Here is an article that breaks it down and is considerably shorter than 100 pages: linky
From the Wired article: “The article intends to get news aggregator sites, such as Google News, to pay publishers for using snippets of their articles on their platforms. Press publications “may obtain fair and proportionate remuneration for the digital use of their press publications by information society service providers,” the Directive states. No one is really sure how this one would work either. How much of an article has to be shared before a platform has to pay the publisher?”
Also, the focus is on the tech giants sharing copyrighted content rather than small sites.

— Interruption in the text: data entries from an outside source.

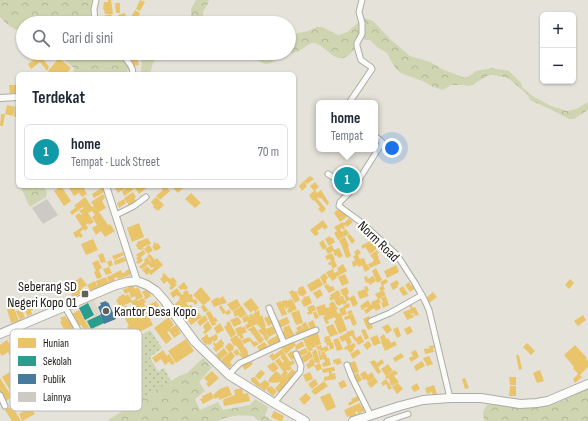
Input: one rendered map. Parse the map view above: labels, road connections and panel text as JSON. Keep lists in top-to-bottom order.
{
  "streets": {
    "street": ["Norm Road"]
  },
  "places": {
    "transit": ["Seberang SD Negeri Kopo 01"],
    "other": ["Kantor Desa Kopo"]
  },
  "legend": [
    "Hunian",
    "Sekolah",
    "Publik",
    "Lainnya"
  ],
  "page": {
    "map_buttons": ["+", "−"],
    "search": "Cari di sini",
    "heading": "Terdekat",
    "popup": ["home", "Tempat"],
    "list": [
      {
        "mark": "1",
        "name": "home",
        "note": "Tempat · Luck Street",
        "value": "70 m"
      }
    ],
    "pins": "1"
  }
}
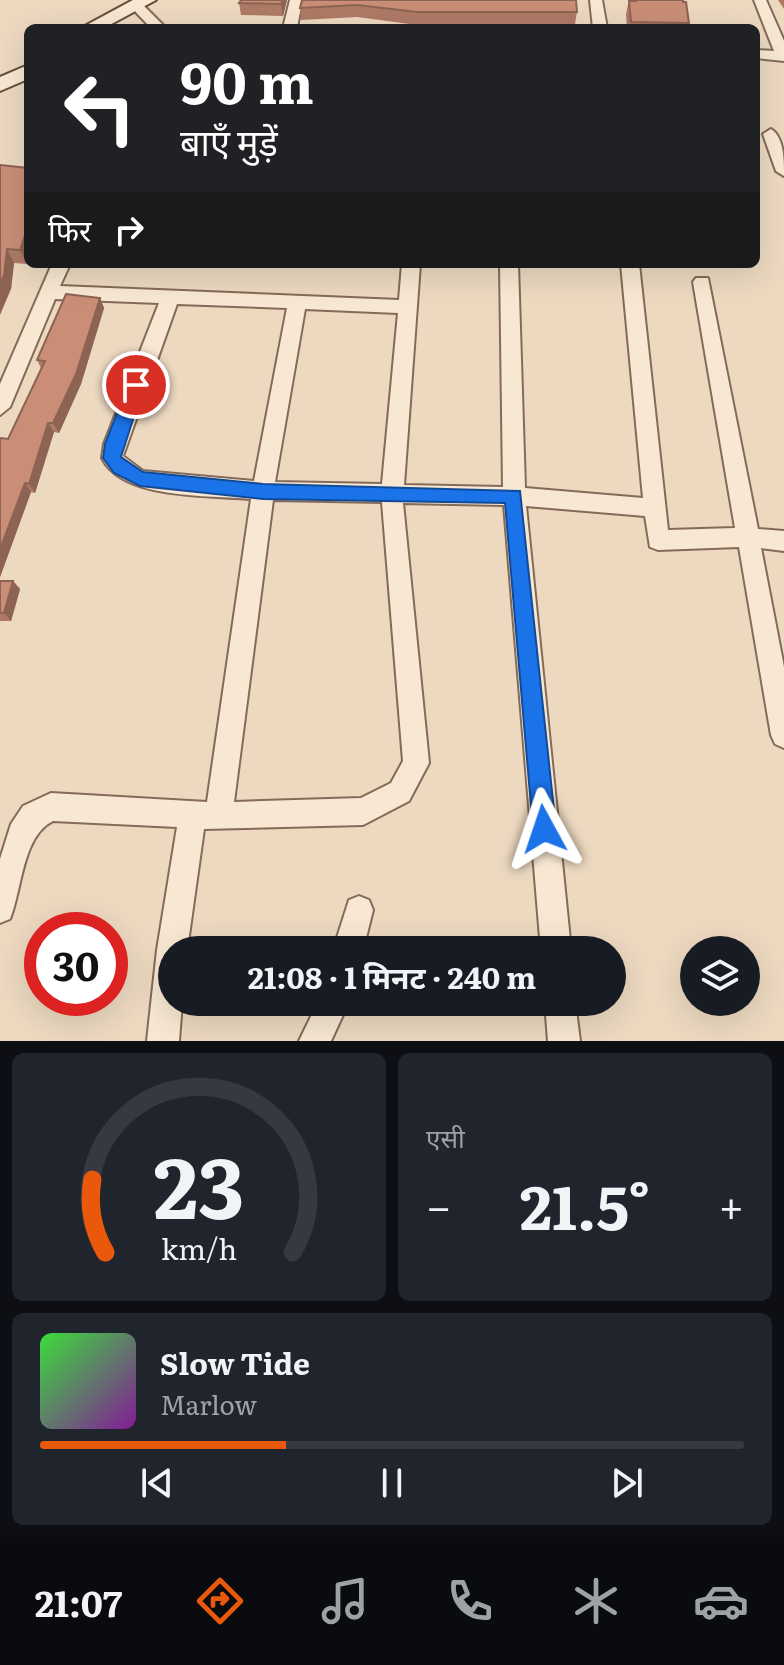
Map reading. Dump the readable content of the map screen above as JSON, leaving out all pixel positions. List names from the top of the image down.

From Wired: “Simply put, the Directive on Copyright places more responsibility on websites such as YouTube, Facebook and Twitter to make sure that copyrighted materially isn’t being illegaly shared on their platforms. Until now, the onus has mostly been on the copyright holders – usually the companies that produce audio, video or written content – to enforce copyright protection but under the new law this responsibility will shift onto the major platforms themselves.”
As it is with any piece of legislation, this is absurdly complex and there are more questions than answers as to how this would apply in the real world. Youtube and silicon valley lobbying groups tied to facebook, google, etc are strongly opposed to Article 13, while content producers such as the Society of Authors are in favor of it. Take from that what you will. Ultimately, I get the impression this is more bad than good, and it is unclear how, if at all, this affects content produced outside the EU.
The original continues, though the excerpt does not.